• _THE PROBLEM_:
Please work out how many lines in the material below contain the string "text", and answer with that number only.

• _SOURCE MATERIAL_:

+++++

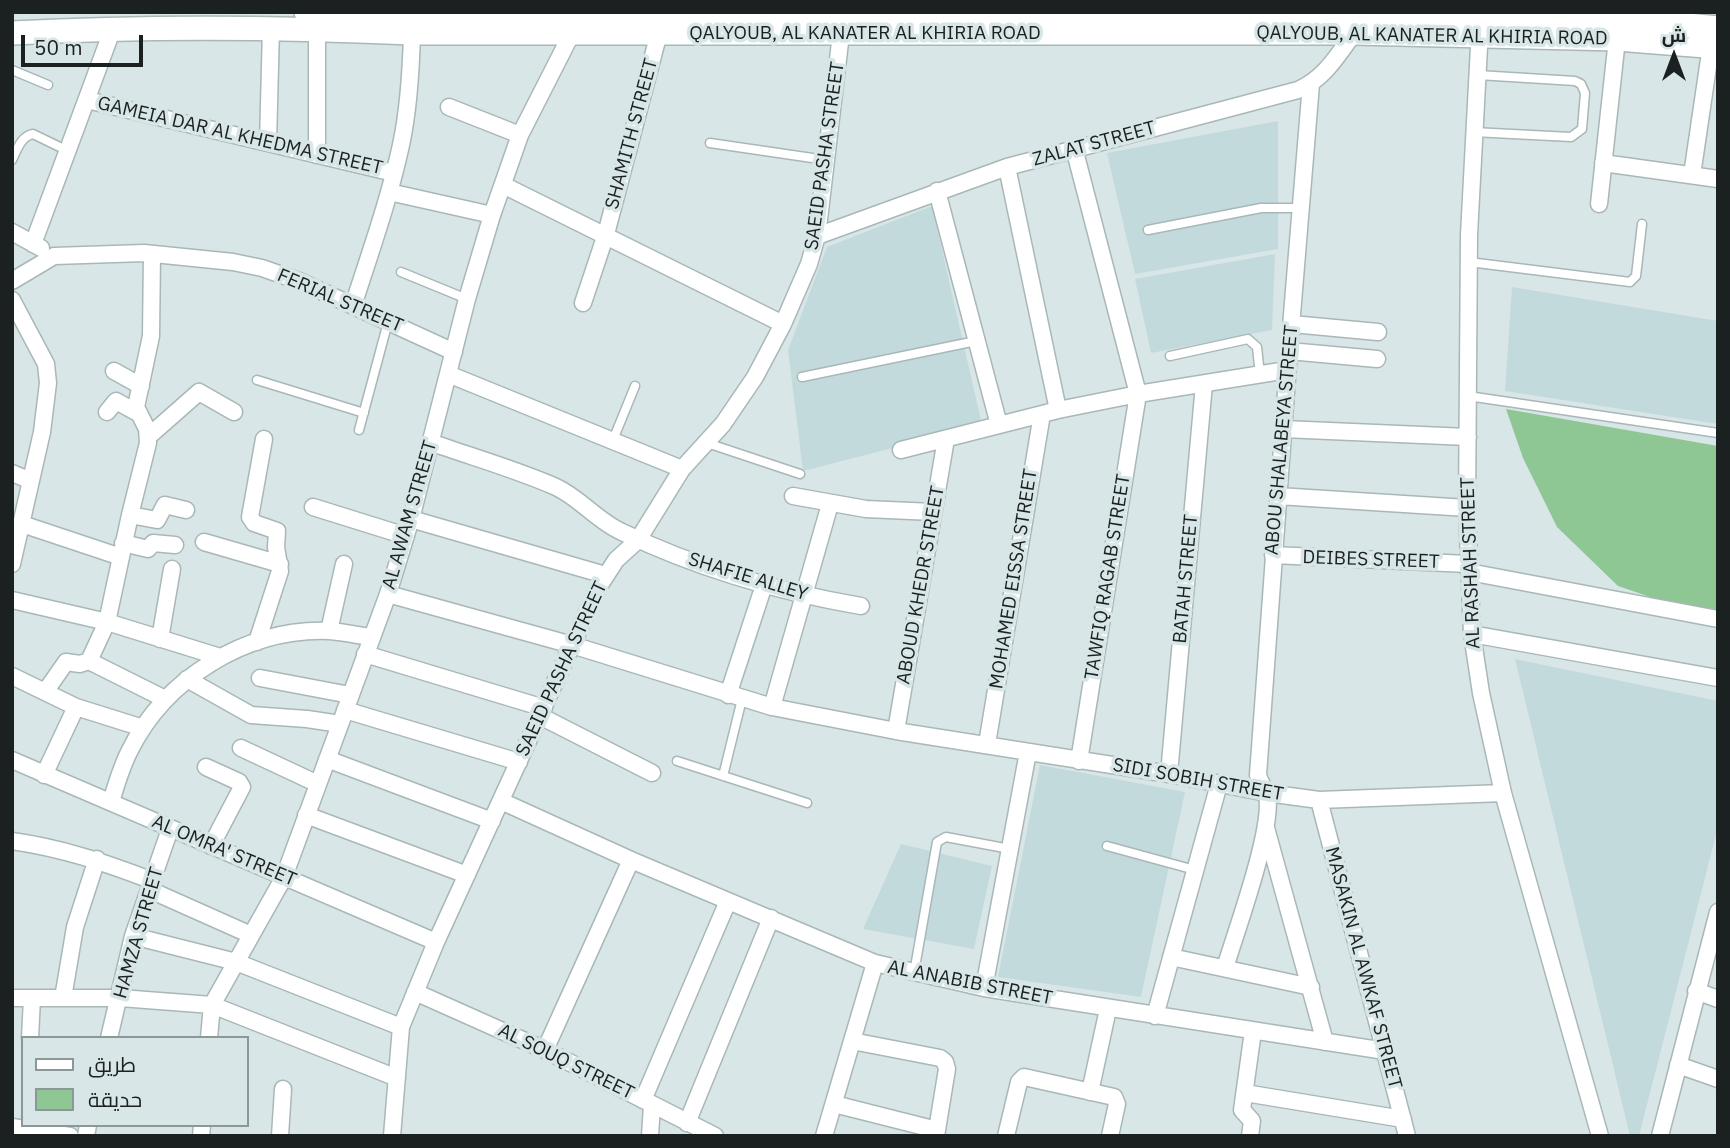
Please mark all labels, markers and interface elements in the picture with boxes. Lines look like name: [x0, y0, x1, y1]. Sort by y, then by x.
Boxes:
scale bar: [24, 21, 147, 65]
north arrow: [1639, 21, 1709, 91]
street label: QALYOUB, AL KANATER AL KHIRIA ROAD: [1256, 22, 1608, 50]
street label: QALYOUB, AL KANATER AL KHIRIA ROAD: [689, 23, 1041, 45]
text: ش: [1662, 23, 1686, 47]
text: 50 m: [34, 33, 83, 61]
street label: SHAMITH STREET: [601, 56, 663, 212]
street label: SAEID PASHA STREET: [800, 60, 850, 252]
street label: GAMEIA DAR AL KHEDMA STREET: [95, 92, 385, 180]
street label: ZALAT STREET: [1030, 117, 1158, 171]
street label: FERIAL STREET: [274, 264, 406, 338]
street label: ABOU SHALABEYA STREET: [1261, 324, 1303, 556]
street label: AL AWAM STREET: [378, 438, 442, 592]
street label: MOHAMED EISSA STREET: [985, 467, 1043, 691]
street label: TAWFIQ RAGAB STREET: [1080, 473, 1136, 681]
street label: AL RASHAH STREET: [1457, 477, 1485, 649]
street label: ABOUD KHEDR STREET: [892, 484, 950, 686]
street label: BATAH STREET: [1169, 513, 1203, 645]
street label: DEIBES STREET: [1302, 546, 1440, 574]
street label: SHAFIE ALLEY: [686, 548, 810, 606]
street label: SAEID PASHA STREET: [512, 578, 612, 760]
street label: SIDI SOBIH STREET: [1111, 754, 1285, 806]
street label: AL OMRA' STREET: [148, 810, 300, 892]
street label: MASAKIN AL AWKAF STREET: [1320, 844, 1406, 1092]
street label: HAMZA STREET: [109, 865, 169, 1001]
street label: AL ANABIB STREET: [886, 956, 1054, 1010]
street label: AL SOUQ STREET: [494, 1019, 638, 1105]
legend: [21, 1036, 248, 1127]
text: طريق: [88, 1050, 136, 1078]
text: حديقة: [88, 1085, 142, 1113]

+++++

• _RESULT OF THE EXERCISE_:
4